La Palestine est toujours définie par un présent indéfini dissocié de son passé, un mensonge écrasant contre lequel les Palestiniens se battent toujours. Depuis que l’ONU a reconnu le projet colonial d’Israël en tant qu’État et a projeté le paradigme humanitaire sur les Palestiniens expulsés de leurs maisons et de leurs terres, les dirigeants mondiaux et les diplomates ont trouvé pratique de rester dans ces paramètres.
Il est également devenu un devoir des organisations de défense des droits de l’homme de sensibiliser aux ramifications des questions politiques que la communauté internationale préfère ignorer. L’apartheid israélien est désormais un concept courant, même si les Palestiniens mettent en garde depuis des années contre la ségrégation et la discrimination violentes et racistes.
«Le sionisme, c’est l’apartheid», a déclaré l’OLP en 1985, des décennies avant que l’organisation de défense des droits de l’homme B’Tselem ne déclare Israël un État d’apartheid l’année dernière, suivi par Human Rights Watch et, plus récemment, par Amnesty International.
Si la détérioration des droits politiques palestiniens a été évidente pour quiconque avec ou sans une once d’humanité, pourquoi l’Autorité palestinienne doit-elle s’accrocher à de tels rapports au lieu de tirer la sonnette d’alarme elle-même ? Dans son discours à l’Union africaine, dans lequel il a exhorté le bloc à annuler l’ acceptation d’Israël en tant qu’État observateur, le Premier ministre de l’Autorité palestinienne, Mohammad Shtayyeh, s’est présenté comme le porteur de mauvaises nouvelles exceptionnelles qui devraient influencer la décision de l’Union Africaine, au lieu de fonder sa décision sur les décennies de violence coloniale infligées au peuple palestinien.

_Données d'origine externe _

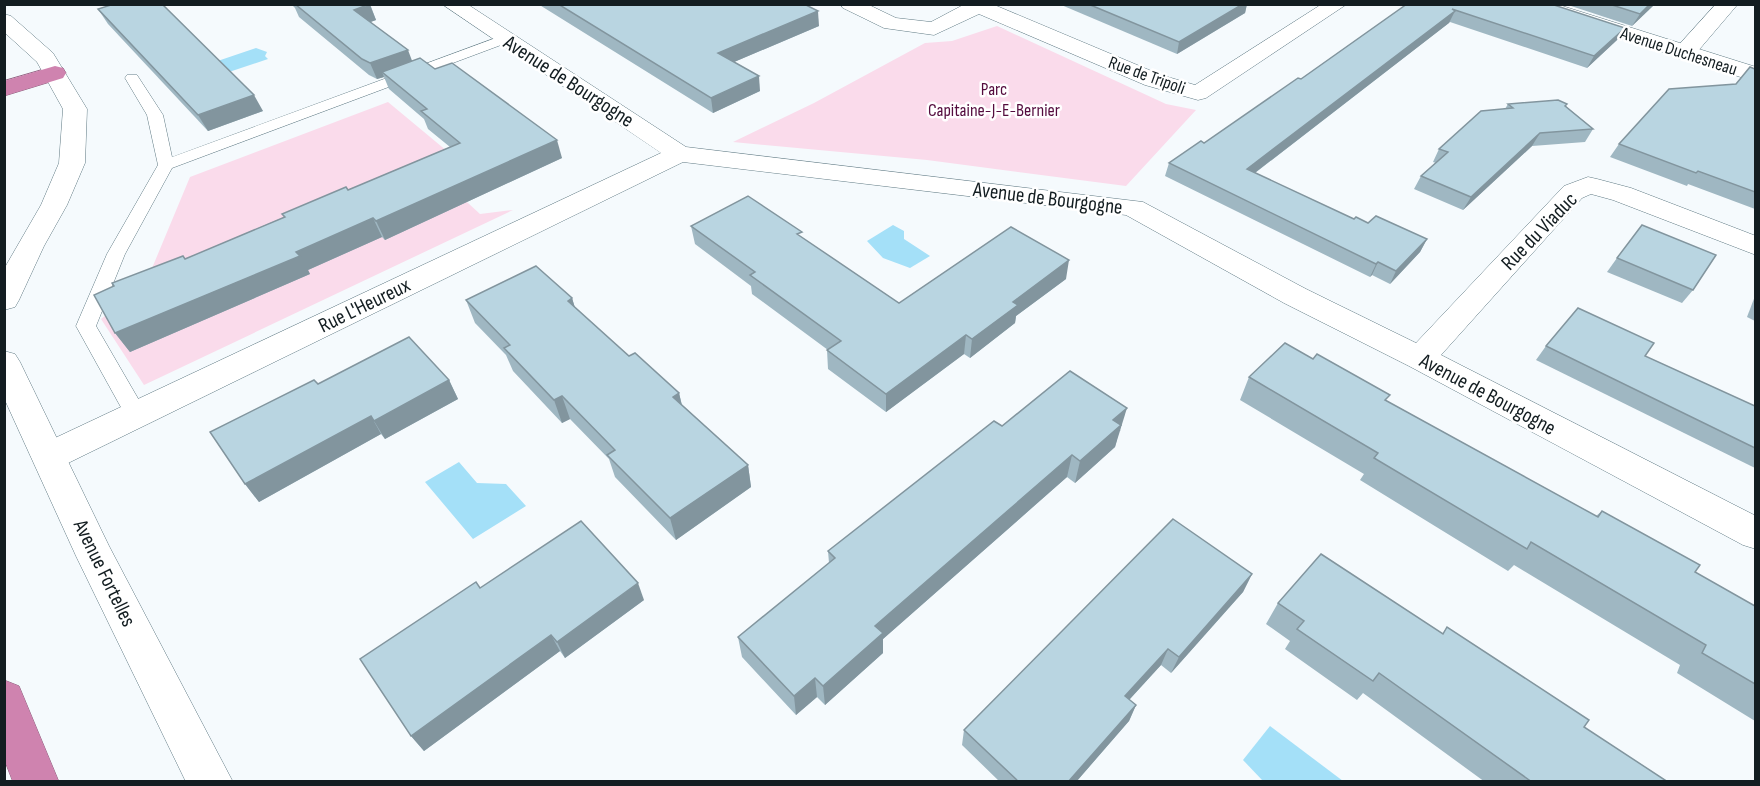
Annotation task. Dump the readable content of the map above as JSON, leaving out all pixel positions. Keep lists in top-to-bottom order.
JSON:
{
  "streets": {
    "street": [
      "Avenue Duchesneau",
      "Rue de Tripoli",
      "Avenue de Bourgogne",
      "Rue du Viaduc",
      "Rue L'Heureux",
      "Avenue Fortelles"
    ]
  },
  "crossings": [
    ["Avenue de Bourgogne", "Rue du Viaduc"],
    ["Avenue de Bourgogne", "Rue L'Heureux"],
    ["Rue L'Heureux", "Avenue Fortelles"]
  ],
  "parks": ["Parc Capitaine-J-E-Bernier"]
}
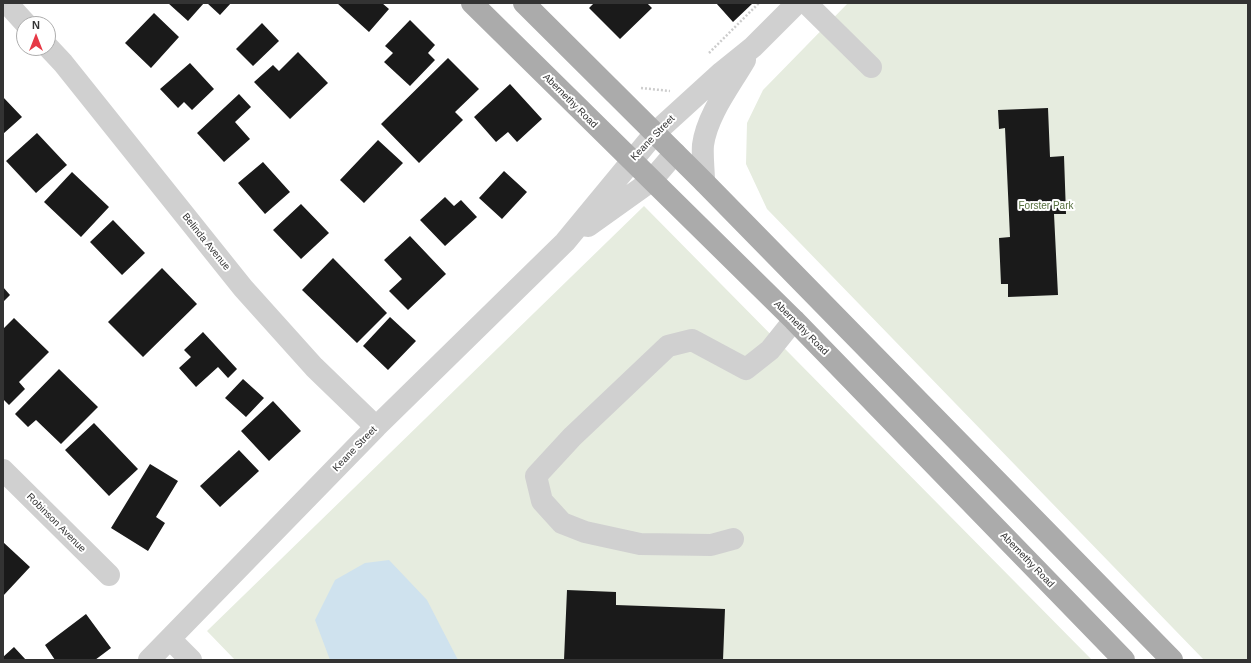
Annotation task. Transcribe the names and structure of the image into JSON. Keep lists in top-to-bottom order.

«J’ai le regret de vous informer que la situation du peuple palestinien n’a fait que s’aggraver. Il y a quelques jours, Amnesty International a publié un rapport confirmant qu’Israël est non seulement coupable de dénier aux Palestiniens nos droits fondamentaux, mais qu’il commet également la plus grave des crimes, le crime de l’apartheid«, a déclaré Shtayyeh dans son discours repris par l’agence de presse Wafa.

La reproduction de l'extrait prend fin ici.